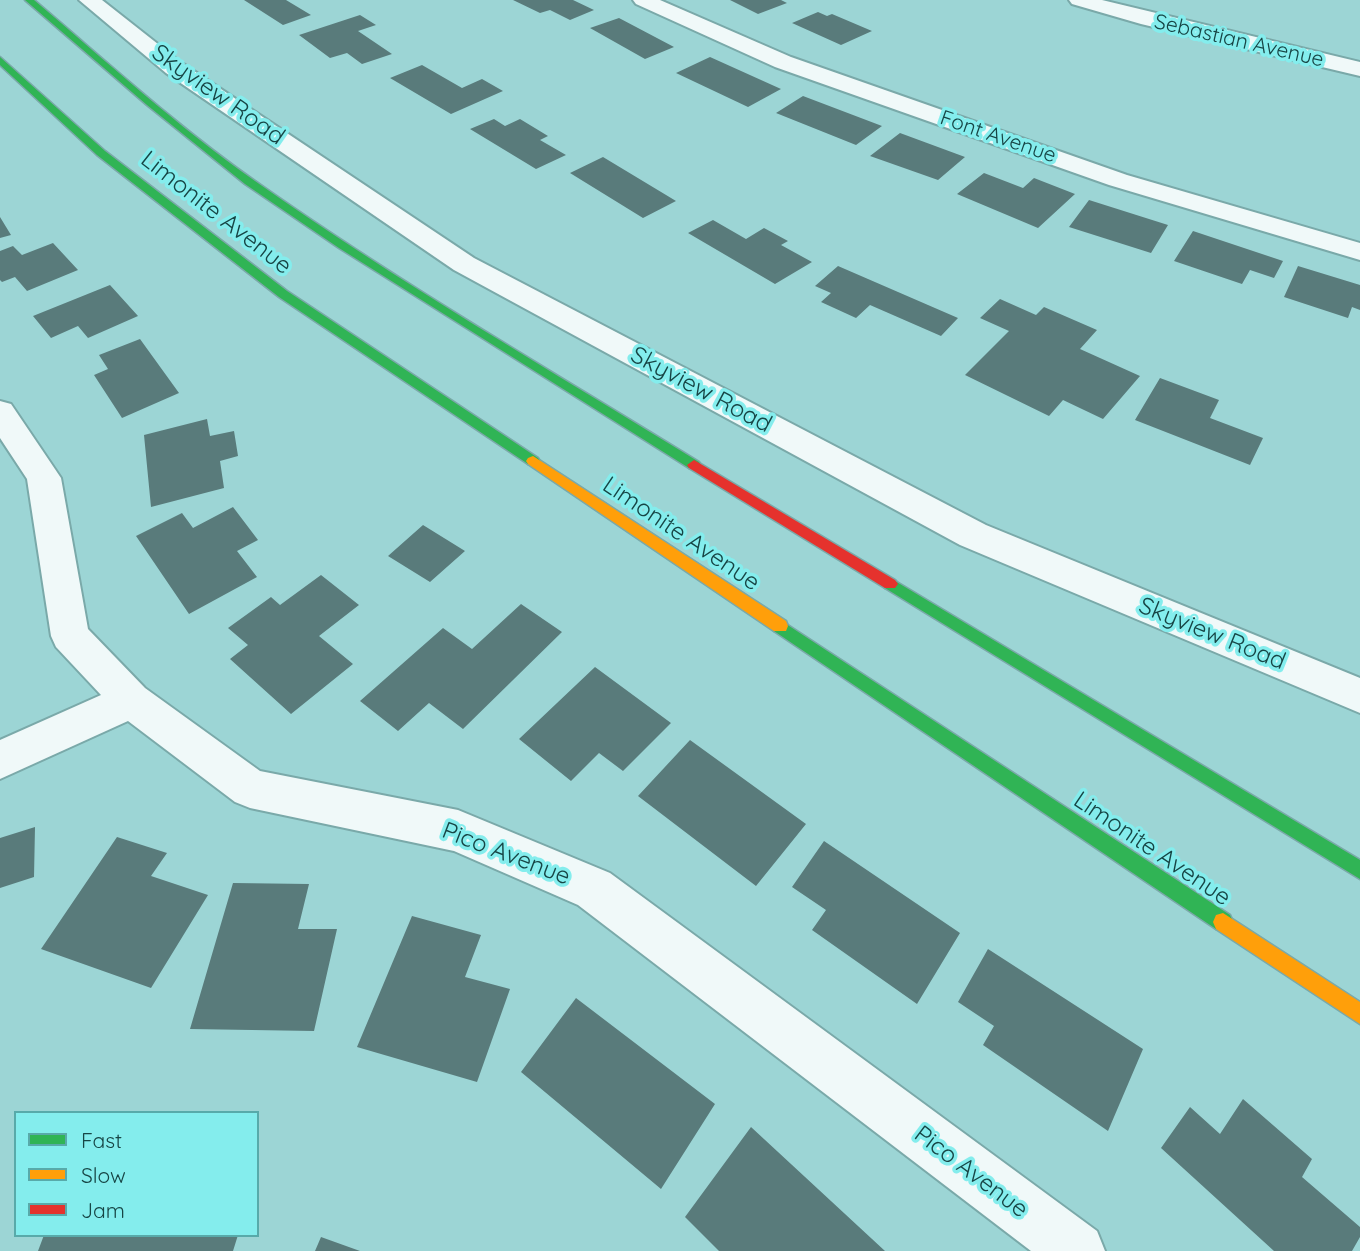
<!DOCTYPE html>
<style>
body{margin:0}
#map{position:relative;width:1360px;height:1251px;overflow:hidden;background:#9cd5d5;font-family:Quicksand,sans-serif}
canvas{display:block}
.legend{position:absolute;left:14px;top:1111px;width:245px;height:126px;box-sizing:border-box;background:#84eded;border:2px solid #58aaaa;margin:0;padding:9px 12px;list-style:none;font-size:21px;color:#174545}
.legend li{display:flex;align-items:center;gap:14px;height:35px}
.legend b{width:35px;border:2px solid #58aaaa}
</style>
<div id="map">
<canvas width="1360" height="1251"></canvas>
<ul class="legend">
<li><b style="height:9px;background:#30b455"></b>Fast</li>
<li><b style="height:9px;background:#ff9f0a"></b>Slow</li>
<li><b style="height:9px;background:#e5322d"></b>Jam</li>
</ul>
</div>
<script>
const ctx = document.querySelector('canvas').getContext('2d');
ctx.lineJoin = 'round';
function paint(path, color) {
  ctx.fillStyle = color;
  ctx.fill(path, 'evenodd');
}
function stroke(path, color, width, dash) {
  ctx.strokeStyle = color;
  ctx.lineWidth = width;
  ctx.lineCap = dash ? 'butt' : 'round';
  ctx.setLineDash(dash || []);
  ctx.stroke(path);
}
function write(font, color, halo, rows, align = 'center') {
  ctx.font = font + ' Quicksand,sans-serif';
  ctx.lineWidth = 7;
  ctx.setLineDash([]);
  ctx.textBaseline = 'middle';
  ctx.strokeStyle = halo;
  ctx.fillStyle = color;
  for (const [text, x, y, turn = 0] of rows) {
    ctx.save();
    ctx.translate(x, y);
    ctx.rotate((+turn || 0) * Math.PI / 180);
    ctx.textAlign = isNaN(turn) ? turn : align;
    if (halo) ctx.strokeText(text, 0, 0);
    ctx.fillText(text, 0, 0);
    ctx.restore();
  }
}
paint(new Path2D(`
 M 244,0 L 286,0 L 311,15 L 283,25 Z
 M 513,0 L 573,0 L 594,10 L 570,20 L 550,10 L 540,13 Z
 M 730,0 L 781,0 L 787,3 L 758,14 Z
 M 818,12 L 827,16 L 832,14 L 872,31 L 841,45 L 792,23 Z
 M 360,15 L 376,25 L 358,31 L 392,54 L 362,64 L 347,53 L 330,58 L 299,35 Z
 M 619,18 L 674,47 L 645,59 L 590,28 Z
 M 710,57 L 781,89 L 748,107 L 676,73 Z
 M 422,65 L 462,88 L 482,79 L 503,91 L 451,114 L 390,78 Z
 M 803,96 L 882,126 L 856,145 L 776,113 Z
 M 494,119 L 505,126 L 520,119 L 548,136 L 540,140 L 566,155 L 536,169 L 470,129 Z
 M 900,133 L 965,157 L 938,180 L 870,156 Z
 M 603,157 L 676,201 L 643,218 L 570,173 Z
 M 984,173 L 1023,188 L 1034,178 L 1075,194 L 1038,228 L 957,194 Z
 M 1089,200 L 1168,225 L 1151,253 L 1069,227 Z
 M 0,217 L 11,235 L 0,238 Z
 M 713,220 L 746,239 L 764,228 L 788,241 L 781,245 L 812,262 L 775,284 L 688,233 Z
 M 1193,231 L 1283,261 L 1274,278 L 1250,270 L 1242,284 L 1174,261 Z
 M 53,243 L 78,270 L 27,291 L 15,277 L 2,282 L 0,280 L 0,251 L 13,246 L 22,255 Z
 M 838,266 L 958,318 L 941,336 L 870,305 L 856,318 L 821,302 L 831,293 L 815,286 Z
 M 1298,266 L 1360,285 L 1360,310 L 1352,307 L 1348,318 L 1284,297 Z
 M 110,285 L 138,316 L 88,338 L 78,326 L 51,338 L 33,316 Z
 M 1000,299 L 1036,315 L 1044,307 L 1097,330 L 1080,349 L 1140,376 L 1103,419 L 1063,400 L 1049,416 L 965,375 L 1009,331 L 980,318 Z
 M 140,339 L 179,393 L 122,418 L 94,375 L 108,369 L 99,355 Z
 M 1160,378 L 1219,400 L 1210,418 L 1263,438 L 1250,465 L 1135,420 Z
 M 207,419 L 210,436 L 234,431 L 238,456 L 220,461 L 224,488 L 151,507 L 144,435 Z
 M 233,507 L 258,540 L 237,551 L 257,577 L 189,614 L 136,536 L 182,513 L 193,528 Z
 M 423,525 L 465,551 L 430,582 L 388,556 Z
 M 321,575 L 359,605 L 319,636 L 353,664 L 291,714 L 230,659 L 248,645 L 228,628 L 271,597 L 280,605 Z
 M 521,604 L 562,632 L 463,729 L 429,703 L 398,731 L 360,701 L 443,628 L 472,649 Z
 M 595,667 L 671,723 L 623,771 L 599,753 L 571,781 L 519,739 Z
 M 690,740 L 806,824 L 756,886 L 638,796 Z
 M 35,827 L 34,877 L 0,888 L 0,838 Z
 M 117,837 L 167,853 L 151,876 L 208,895 L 151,988 L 41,949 Z
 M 824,841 L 960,933 L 917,1004 L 812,930 L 826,910 L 792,887 Z
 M 233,883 L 309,884 L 298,929 L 337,929 L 314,1031 L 190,1029 Z
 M 412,916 L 481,935 L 465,977 L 510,989 L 477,1082 L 357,1047 Z
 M 988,949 L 1143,1049 L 1108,1131 L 983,1045 L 994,1026 L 958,1002 Z
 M 576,998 L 715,1104 L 661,1189 L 521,1072 Z
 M 1243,1099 L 1312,1159 L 1302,1177 L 1360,1227 L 1360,1237 L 1352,1251 L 1274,1251 L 1161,1148 L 1190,1107 L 1220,1134 Z
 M 751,1127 L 885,1251 L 719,1251 L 685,1217 Z
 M 44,1235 L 238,1235 L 233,1251 L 38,1251 Z
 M 321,1237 L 360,1251 L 315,1251 Z`), '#597b7b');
const street = new Path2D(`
 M 79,0 L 102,0 L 182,63 L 474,258 L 986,525 L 1360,678 L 1360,713 L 960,545 L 454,270 L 166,73 Z
 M 633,0 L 660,0 L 791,57 L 1127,175 L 1360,243 L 1360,260 L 1109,185 L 775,67 L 636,4 Z
 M 1069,0 L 1102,0 L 1360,62 L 1360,76 L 1141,24 L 1072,4 Z
 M 0,401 L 11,404 L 61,478 L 88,629 L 145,688 L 260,771 L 458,810 L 610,873 L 1097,1231 L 1105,1251 L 1031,1251 L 578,905 L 454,851 L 250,808 L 235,802 L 128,721 L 0,779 L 0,740 L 101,695 L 56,647 L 51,636 L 27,479 L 0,438 Z`);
const fast = new Path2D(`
 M 25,0 L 34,0 C 106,61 178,127 255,181 C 398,282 550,370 699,462 L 701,465 L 699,468 L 689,468 L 339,248 L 245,184 L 147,105 Z
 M 0,57 L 105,151 L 287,291 L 538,458 L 540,461 L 538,464 L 528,464 L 279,297 L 97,155 L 0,65 Z
 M 890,578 L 1360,860 L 1360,879 L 885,588 L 882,584 Z
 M 780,620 L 1230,915 L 1233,922 L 1230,929 L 1223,931 L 1216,929 L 774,631 L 772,626 L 774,621 Z`);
const slow = new Path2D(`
 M 533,456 L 786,621 L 788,626 L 786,631 L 774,631 L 528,464 L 526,461 L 528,458 Z
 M 1223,913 L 1360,1002 L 1360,1024 L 1216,929 L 1213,922 L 1216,915 Z`);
const jam = new Path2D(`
 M 694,460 L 895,580 L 898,584 L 895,588 L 885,588 L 689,468 L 687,465 Z`);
stroke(street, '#7aa9a9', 4);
stroke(fast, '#7aa9a9', 3);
stroke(slow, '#7aa9a9', 3);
stroke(jam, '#7aa9a9', 3);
paint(street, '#f0f9f9');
paint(fast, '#30b455');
paint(slow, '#ff9f0a');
paint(jam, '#e5322d');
write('21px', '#174545', '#84eded', [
 ["Sebastian Avenue",1239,41,13],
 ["Font Avenue",998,137,19]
]);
write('24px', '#174545', '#84eded', [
 ["Skyview Road",218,95,35],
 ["Limonite Avenue",216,213,38],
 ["Skyview Road",701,390,28],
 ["Limonite Avenue",681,534,34],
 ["Skyview Road",1212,634,22],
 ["Limonite Avenue",1152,849,34],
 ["Pico Avenue",506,854,21],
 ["Pico Avenue",971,1172,37]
]);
</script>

Exercise: Lines holding the word "display" should be copied from the entries above.

Expected output:
canvas{display:block}
.legend li{display:flex;align-items:center;gap:14px;height:35px}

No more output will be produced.